Date Posted:16 September 2013
A fantastic article posted by NABAS and written by Steve Marsh of The Balloon Experience in Wales about helium
Ask most people what helium is used for and they will probably say balloons. The reason is simply that balloons are very visual and used in so many celebrations as decorations and as releases for promotion and numerous charity events. However the use of helium in balloons represents only a small fraction of the total use. People are generally not aware that the gas has any other use.
Helium is the second most abundant gas in the universe; the first being hydrogen. Unfortunately it is also the second lightest meaning that it cannot be contained within the earth’s atmosphere in any great quantity. This makes it commercially impossible to extract helium by fractionally distilling normal air. It is therefore extracted along with natural gas from wells predominately in areas of the USA and Russia. The crude mix of gases is processed to recover the helium in a liquefied state and this is then purified to give helium of purity in excess of 99%. Helium of this grade is suitable for medical and industrial applications.
Helium has a number of key properties which make it a commercially valuable gas:
This leaves a very small amount (about 16%) for other uses; about half of which is used for balloons and airships of all type including meteorological experiment and military reconnaissance. A reasonable estimate is that latex "party" balloons and their foil equivalent account for between 5% and 7% of the total helium usage. So let us put this into perspective. If the entire balloon industry gave up using helium tomorrow, the extra helium would contribute about 1-2% to MRI scanners and a similar amount to the space industry.
A typical MRI scanner uses about 10000 litres of liquid helium. The gas laws dictate that liquid helium at a temperature of -268 degrees Celsius expands by approximately 300 times at room temperature so the equivalent volume of gas would be some 3000,000 litres. This is equivalent to about 105944 cubic feet. A 12 inch latex balloon uses about 0.5 cubic feet so this is equivalent to about 211888 balloons worth of helium. Moreover the process of shutting down an MRI scanner; a process known as quenching results in an extremely rapid (near explosive) expansion of the liquid helium and this must be vented into the atmosphere to prevent contamination of the treatment area. Once again this helium is lost.
The Hadron Collider used to study particle collisions required about 96 tonnes of helium.
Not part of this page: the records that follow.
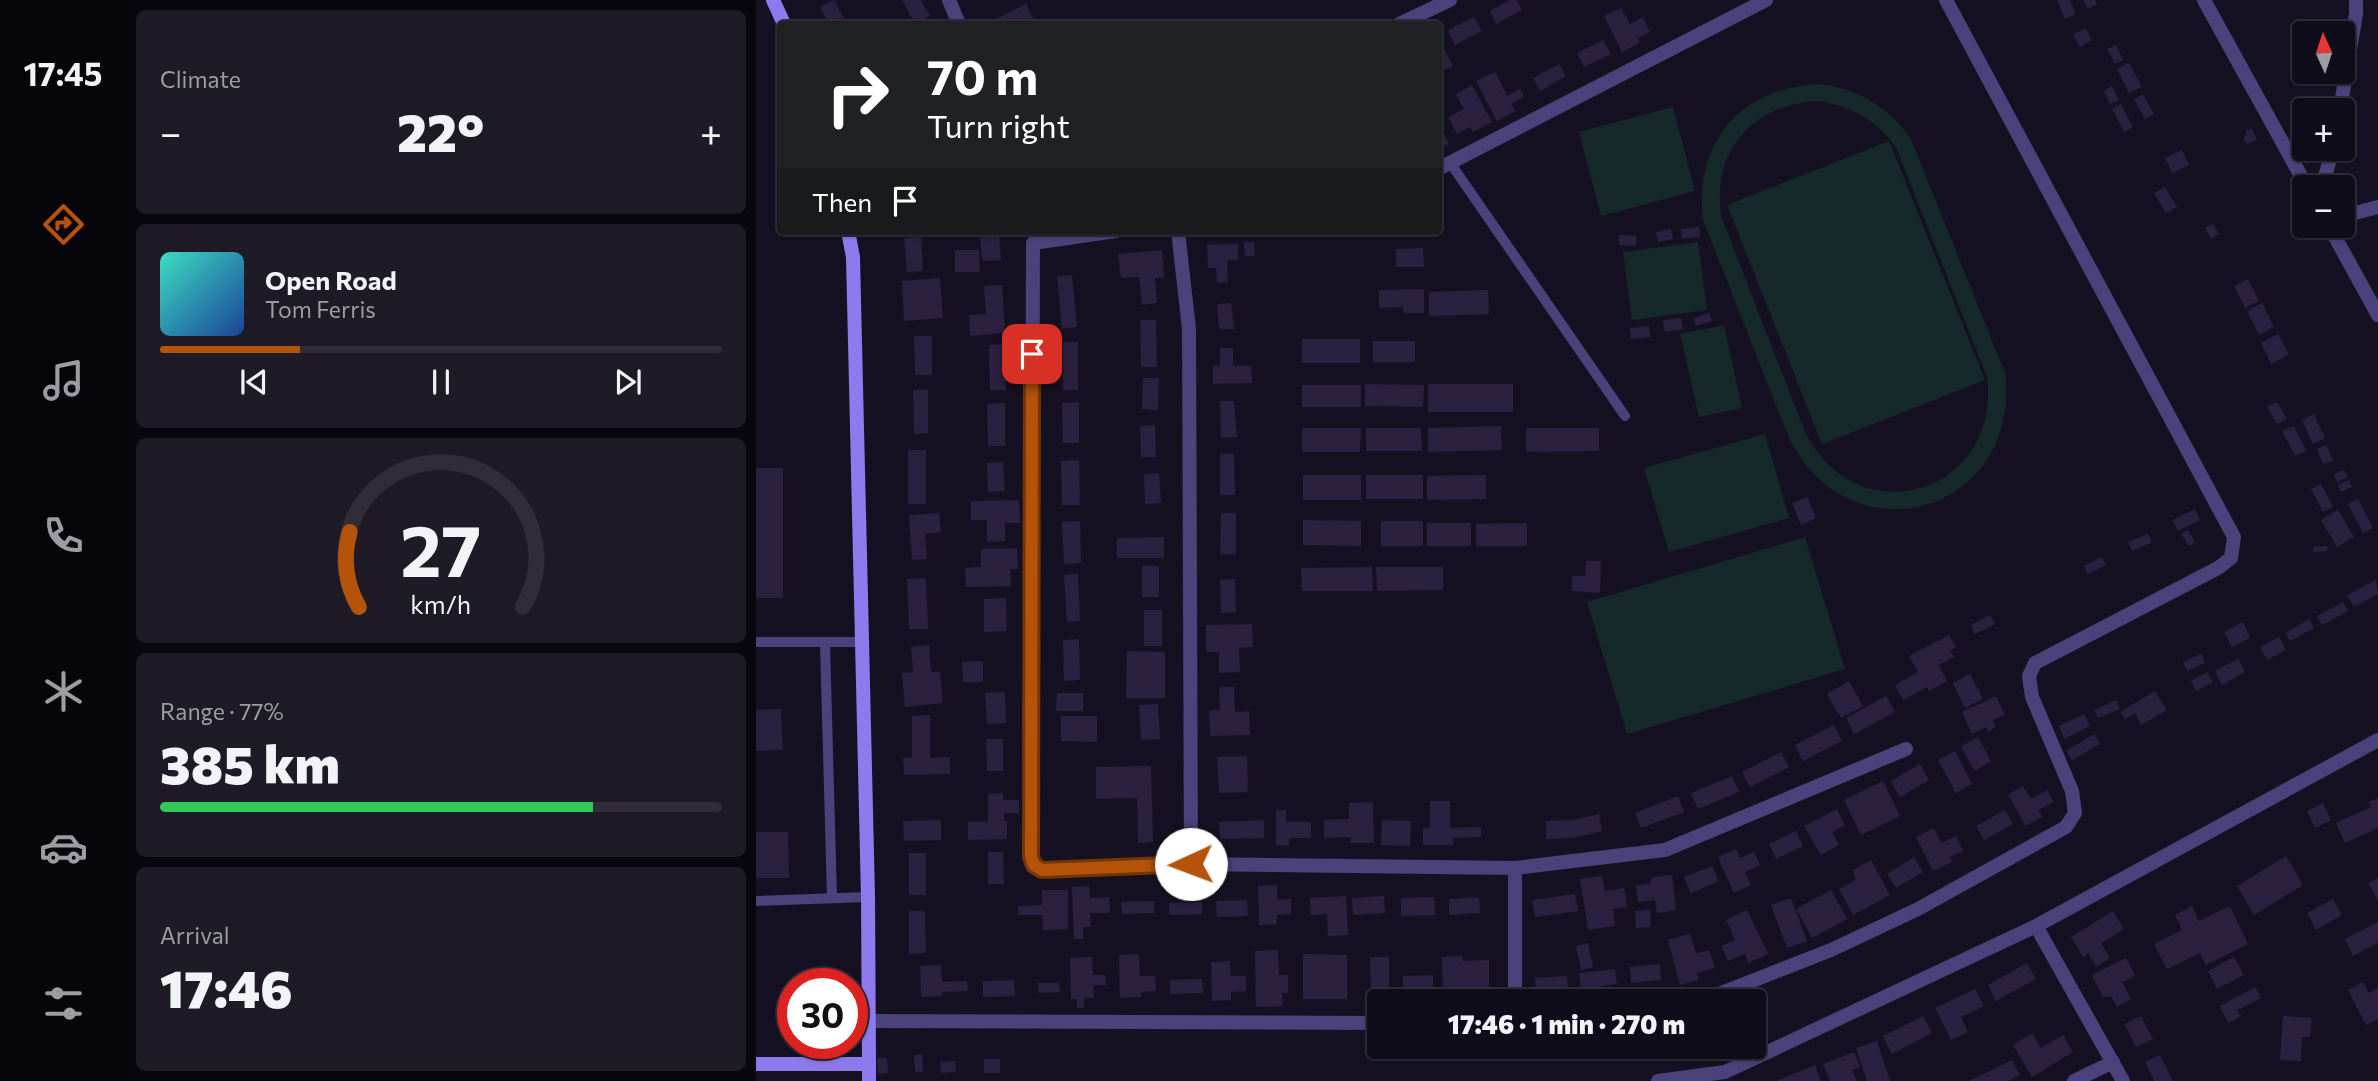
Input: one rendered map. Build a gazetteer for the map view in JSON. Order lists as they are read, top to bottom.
{
  "north": "top",
  "page": {
    "tabs": "17:45",
    "tile": [
      "Climate",
      ["Range · 77%", "385 km"],
      ["Arrival", "17:46"]
    ],
    "map_buttons": ["+", "−"],
    "turn": ["70 m", "Turn right"],
    "heat": ["−", "22°", "+"],
    "then": "Then",
    "song": ["Open Road", "Tom Ferris"],
    "limit": "30",
    "trip": "17:46 · 1 min · 270 m",
    "gauge": ["27", "km/h"]
  }
}
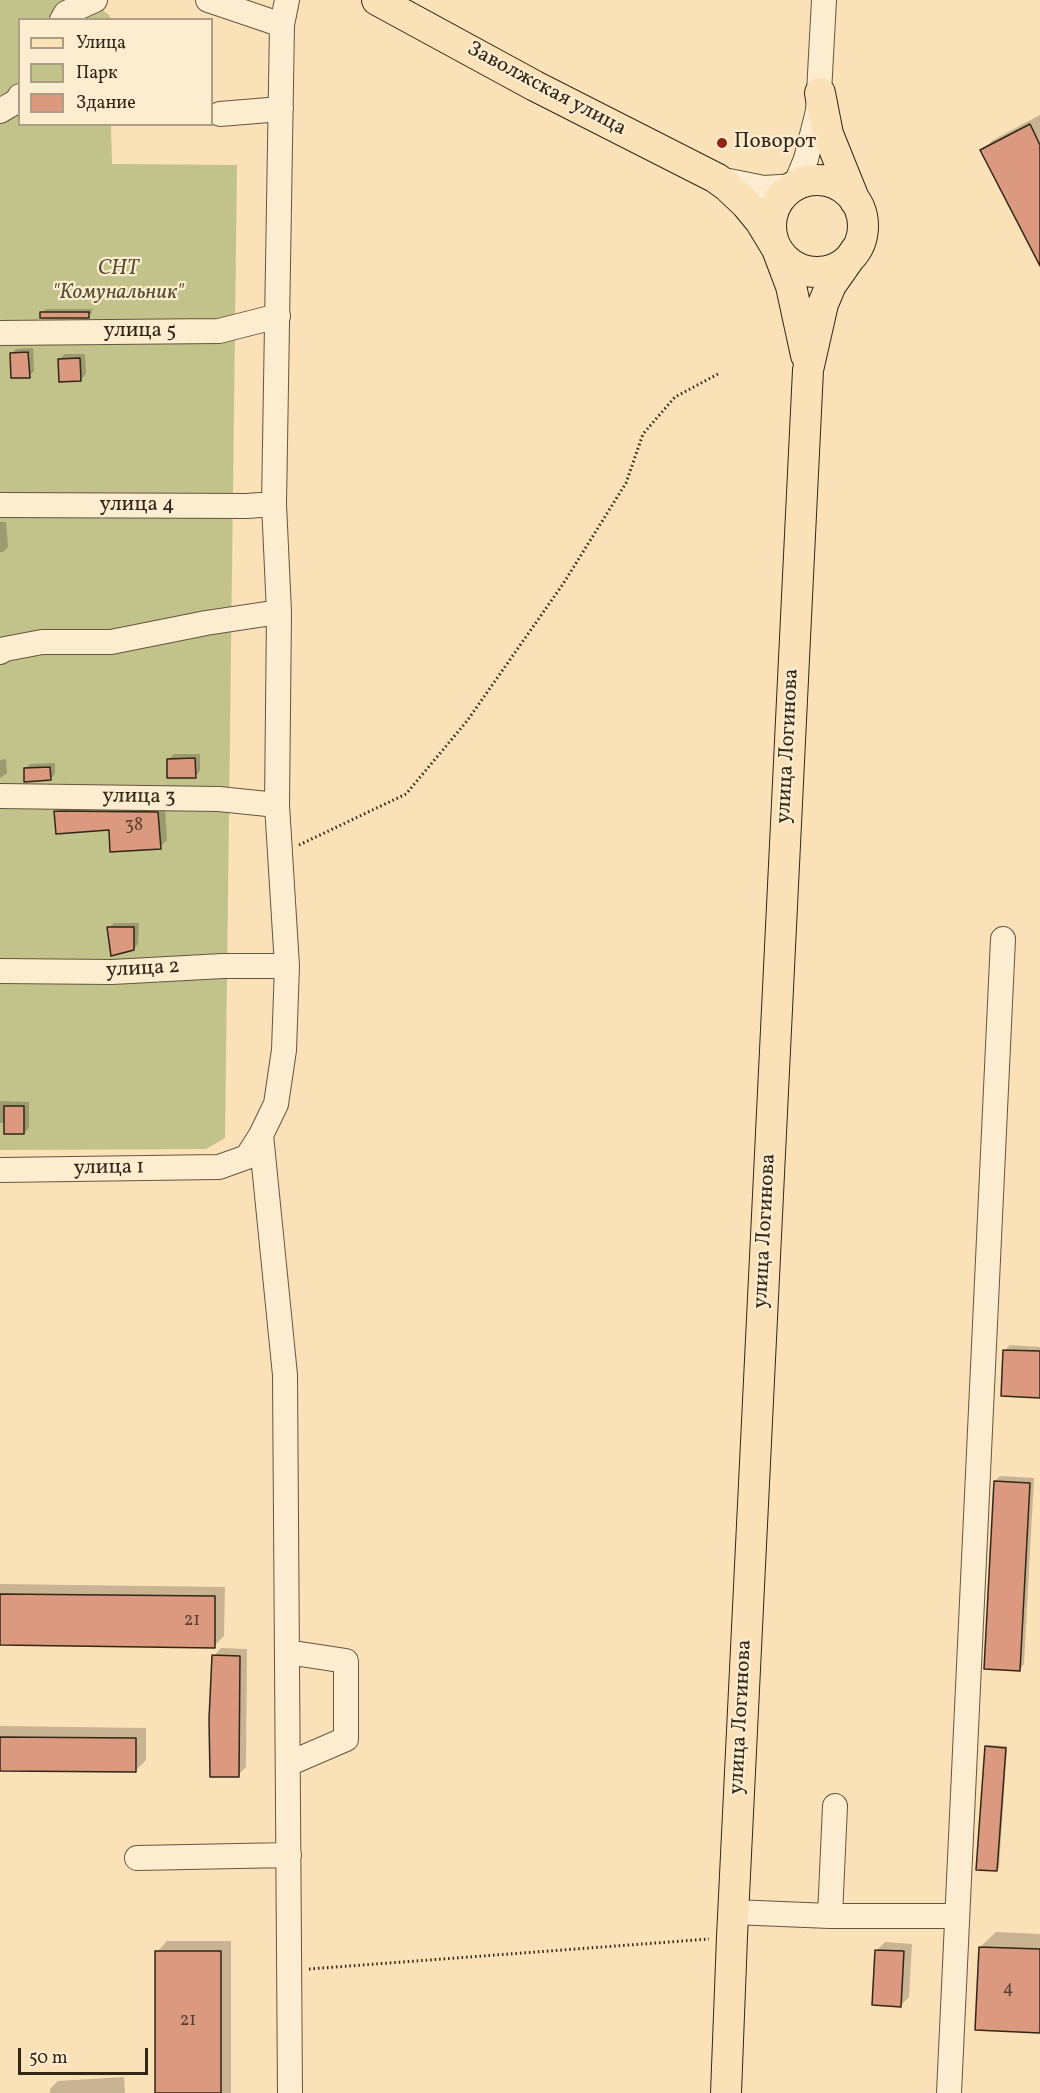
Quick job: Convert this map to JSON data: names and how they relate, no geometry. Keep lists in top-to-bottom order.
{
  "streets": {
    "main road": ["Заволжская улица", "улица Логинова"],
    "street": [
      "улица 5",
      "улица 4",
      "улица 3",
      "улица 2",
      "улица 1"
    ]
  },
  "crossings": [
    ["улица 5", "улица 1"],
    ["улица 4", "улица 1"],
    ["улица 3", "улица 1"],
    ["улица 2", "улица 1"]
  ],
  "parks": ["СНТ \"Комунальник\""],
  "places": ["Поворот"],
  "house_numbers": [
    "38",
    "21",
    "4",
    "21"
  ],
  "legend": ["Улица", "Парк", "Здание"],
  "scale_bar": "50 m"
}
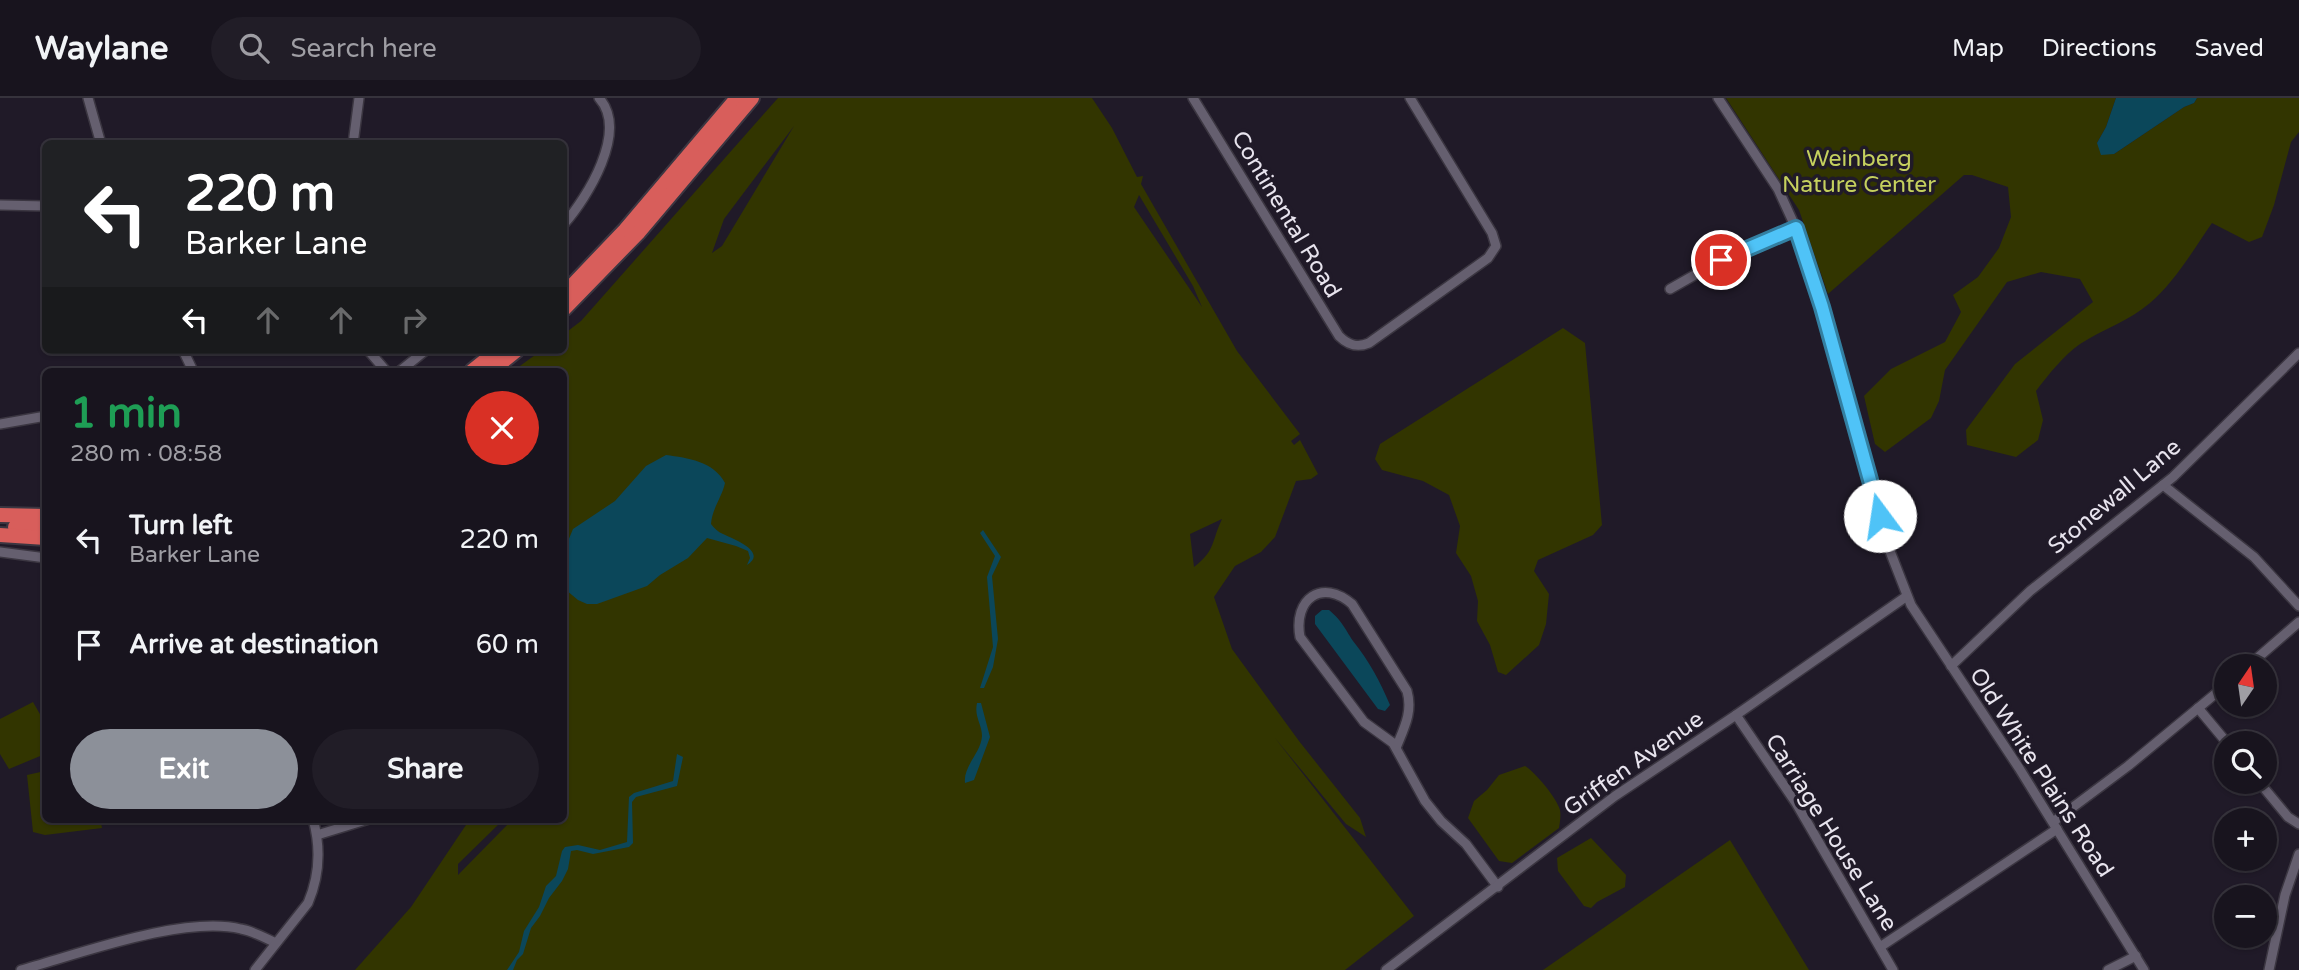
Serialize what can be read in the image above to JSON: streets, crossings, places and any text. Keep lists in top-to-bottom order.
{
  "streets": {
    "street": [
      "Continental Road",
      "Stonewall Lane",
      "Griffen Avenue",
      "Old White Plains Road",
      "Carriage House Lane"
    ]
  },
  "crossings": [
    ["Stonewall Lane", "Old White Plains Road"],
    ["Griffen Avenue", "Old White Plains Road"],
    ["Griffen Avenue", "Carriage House Lane"]
  ],
  "parks": ["Weinberg Nature Center"],
  "north": "top",
  "page": {
    "header": "Waylane",
    "search": "Search here",
    "nav": ["Map", "Directions", "Saved"],
    "turn": ["220 m", "Barker Lane"],
    "heading": ["1 min", "280 m · 08:58"],
    "list": [
      {
        "name": "Turn left",
        "note": "Barker Lane",
        "value": "220 m"
      },
      {
        "name": "Arrive at destination",
        "value": "60 m"
      }
    ],
    "map_buttons": ["+", "−"],
    "buttons": ["Exit", "Share"]
  }
}
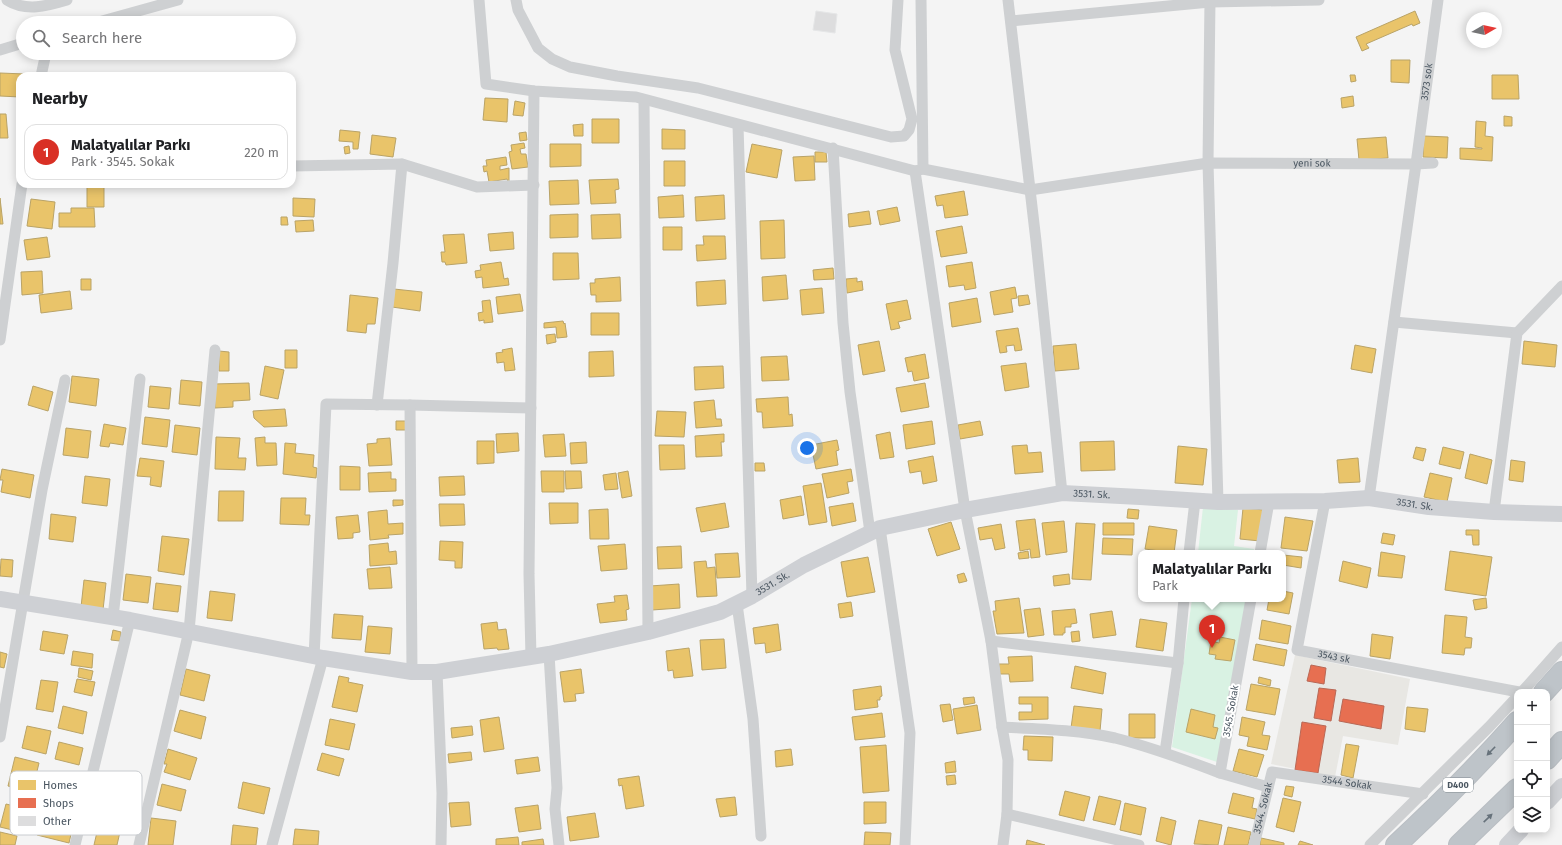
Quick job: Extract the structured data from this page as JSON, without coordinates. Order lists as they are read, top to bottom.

At room temperature this is equivalent to 537815126 litres or about 38 million balloons (12-inch).
The record-breaking free-fall skydive by Felix Baumgartner was performed on 14 October 2012 from a helium filled balloon required 30 million cubic feet of helium (redbull.co.uk); enough for 60 million 12-inch balloons.
It is important to make a distinction between the helium used for balloons and other lifting uses and that used for medical and cryogenic applications. Both originate from the same sources but balloon-gas is unrefined containing about 2% other gases. Both are non-flammable and non-toxic but balloon gas is quite unsuitable for more scientific applications owing to these impurities.
One might wonder why balloon-gas is not purified to the same level of purity as for these other medical and scientific applications. The answer is one of economics. Separation of gases which have different boiling points is referred to as fractional distillation and can be a costly process as can other forms of purification. It is not deemed necessary to separate out such impurities just for the purpose of filling balloons.
Hence a small amount of air (mostly nitrogen) is permitted although it should be noted that this is not deliberately added to the helium but is a natural constituent of the crude helium.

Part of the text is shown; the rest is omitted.